MERIDEN – Nine days before they were scheduled to graduate after six months of instruction at the State Police Training Academy, eight state police recruits have been fired for cheating on a written exam.
“This was a very unfortunate set of circumstances and allegations such as these are not taken lightly,” Colonel Stavros Mellekas, the agency’s top sworn officer, said in a statement. “From start to finish, we demand that our recruits maintain the integrity of the Connecticut State Police.”
Part of a class of 62 scheduled to graduate March 24, the recruits were accused of cheating on a written exam in January by opening a digital link to the test and working on it during a separate class before they were authorized.
Another recruit in the class who noticed the activity reported it to academy staff.
The firings were recommended by the agency’s Recruit Termination Board, an action that was backed by a subsequent internal investigation conducted by Mellekas that found the recruits violated regulations regarding cheating and plagiarism.

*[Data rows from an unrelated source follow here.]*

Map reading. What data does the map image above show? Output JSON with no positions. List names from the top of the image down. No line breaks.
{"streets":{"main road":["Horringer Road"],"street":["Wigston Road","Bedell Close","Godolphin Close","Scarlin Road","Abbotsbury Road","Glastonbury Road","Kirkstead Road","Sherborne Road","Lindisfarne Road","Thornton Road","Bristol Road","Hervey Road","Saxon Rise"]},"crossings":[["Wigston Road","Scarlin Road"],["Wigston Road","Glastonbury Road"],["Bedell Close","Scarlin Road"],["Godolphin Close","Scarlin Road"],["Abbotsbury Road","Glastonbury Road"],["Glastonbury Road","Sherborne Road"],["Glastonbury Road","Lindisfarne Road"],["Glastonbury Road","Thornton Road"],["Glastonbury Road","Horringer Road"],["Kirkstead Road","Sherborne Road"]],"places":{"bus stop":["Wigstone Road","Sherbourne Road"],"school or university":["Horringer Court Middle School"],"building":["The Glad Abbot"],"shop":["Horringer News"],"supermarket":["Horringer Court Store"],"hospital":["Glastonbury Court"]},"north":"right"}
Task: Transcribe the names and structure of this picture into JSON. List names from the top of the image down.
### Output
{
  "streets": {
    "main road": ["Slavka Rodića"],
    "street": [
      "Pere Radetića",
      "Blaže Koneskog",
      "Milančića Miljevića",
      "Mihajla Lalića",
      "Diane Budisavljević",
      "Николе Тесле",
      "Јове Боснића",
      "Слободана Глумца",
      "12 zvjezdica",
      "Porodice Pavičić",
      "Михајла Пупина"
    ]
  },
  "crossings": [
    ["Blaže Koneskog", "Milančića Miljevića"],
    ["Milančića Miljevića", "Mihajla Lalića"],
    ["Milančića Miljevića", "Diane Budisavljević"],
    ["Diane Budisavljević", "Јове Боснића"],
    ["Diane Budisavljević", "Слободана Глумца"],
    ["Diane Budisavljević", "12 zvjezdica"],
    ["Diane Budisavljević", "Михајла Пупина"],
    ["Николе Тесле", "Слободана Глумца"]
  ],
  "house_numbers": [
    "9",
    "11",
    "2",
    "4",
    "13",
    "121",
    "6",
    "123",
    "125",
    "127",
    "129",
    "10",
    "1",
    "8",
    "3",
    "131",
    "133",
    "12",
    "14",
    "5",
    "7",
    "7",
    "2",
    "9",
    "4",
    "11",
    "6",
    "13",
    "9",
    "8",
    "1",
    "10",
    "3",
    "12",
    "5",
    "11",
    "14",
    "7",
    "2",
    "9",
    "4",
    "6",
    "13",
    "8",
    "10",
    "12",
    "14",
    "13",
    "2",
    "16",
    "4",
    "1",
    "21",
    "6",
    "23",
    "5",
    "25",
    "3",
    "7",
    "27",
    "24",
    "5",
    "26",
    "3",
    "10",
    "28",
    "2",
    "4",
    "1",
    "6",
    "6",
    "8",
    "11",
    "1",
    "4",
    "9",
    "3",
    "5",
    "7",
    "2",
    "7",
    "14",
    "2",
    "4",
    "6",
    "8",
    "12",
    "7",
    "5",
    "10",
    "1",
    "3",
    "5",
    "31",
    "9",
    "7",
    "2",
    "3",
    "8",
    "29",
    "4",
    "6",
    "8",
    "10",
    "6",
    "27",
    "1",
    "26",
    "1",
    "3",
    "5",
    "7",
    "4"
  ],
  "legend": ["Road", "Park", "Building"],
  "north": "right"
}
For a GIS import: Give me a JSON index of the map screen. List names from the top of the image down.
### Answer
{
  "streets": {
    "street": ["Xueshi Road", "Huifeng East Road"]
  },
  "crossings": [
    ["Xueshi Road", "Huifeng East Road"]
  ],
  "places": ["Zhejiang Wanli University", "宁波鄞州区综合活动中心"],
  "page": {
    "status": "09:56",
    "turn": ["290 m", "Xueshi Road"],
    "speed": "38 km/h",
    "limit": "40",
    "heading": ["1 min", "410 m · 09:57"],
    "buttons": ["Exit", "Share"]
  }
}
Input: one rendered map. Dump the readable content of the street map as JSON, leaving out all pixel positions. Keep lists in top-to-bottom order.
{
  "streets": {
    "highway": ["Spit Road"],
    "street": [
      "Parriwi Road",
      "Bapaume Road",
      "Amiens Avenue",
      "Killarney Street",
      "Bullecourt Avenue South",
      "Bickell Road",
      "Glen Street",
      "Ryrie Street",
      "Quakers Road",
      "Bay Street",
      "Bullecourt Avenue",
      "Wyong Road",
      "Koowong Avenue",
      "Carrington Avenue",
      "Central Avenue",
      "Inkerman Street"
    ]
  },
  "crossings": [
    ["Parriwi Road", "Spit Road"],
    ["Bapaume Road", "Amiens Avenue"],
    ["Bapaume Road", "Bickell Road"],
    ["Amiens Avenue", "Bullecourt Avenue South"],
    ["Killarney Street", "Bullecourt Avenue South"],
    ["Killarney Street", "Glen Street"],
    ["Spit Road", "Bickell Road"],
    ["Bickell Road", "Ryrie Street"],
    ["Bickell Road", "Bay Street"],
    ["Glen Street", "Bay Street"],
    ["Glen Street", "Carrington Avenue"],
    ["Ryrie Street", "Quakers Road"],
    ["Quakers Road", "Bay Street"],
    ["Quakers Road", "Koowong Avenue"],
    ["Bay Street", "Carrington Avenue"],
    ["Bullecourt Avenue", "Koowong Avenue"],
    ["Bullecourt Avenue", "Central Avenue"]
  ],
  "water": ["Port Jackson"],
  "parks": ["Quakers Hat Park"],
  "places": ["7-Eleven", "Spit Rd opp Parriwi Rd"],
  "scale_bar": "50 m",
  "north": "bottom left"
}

The cheating allegations were first made public in February by CT Examiner, which has made a request for the internal investigation report under state Freedom of Information laws.
Repeated requests for the report have not been fulfilled.
State Sen. Cathy Osten, D-Sprague, a former state corrections officer who chairs the legislature’s Public Safety and Security Committee, said she agreed with the firings.
“That’s what the police academy is for – weeding out people that we don’t want to see in a position of public trust,” she said. “We can’t have people on the job that are going to cheat on an exam.”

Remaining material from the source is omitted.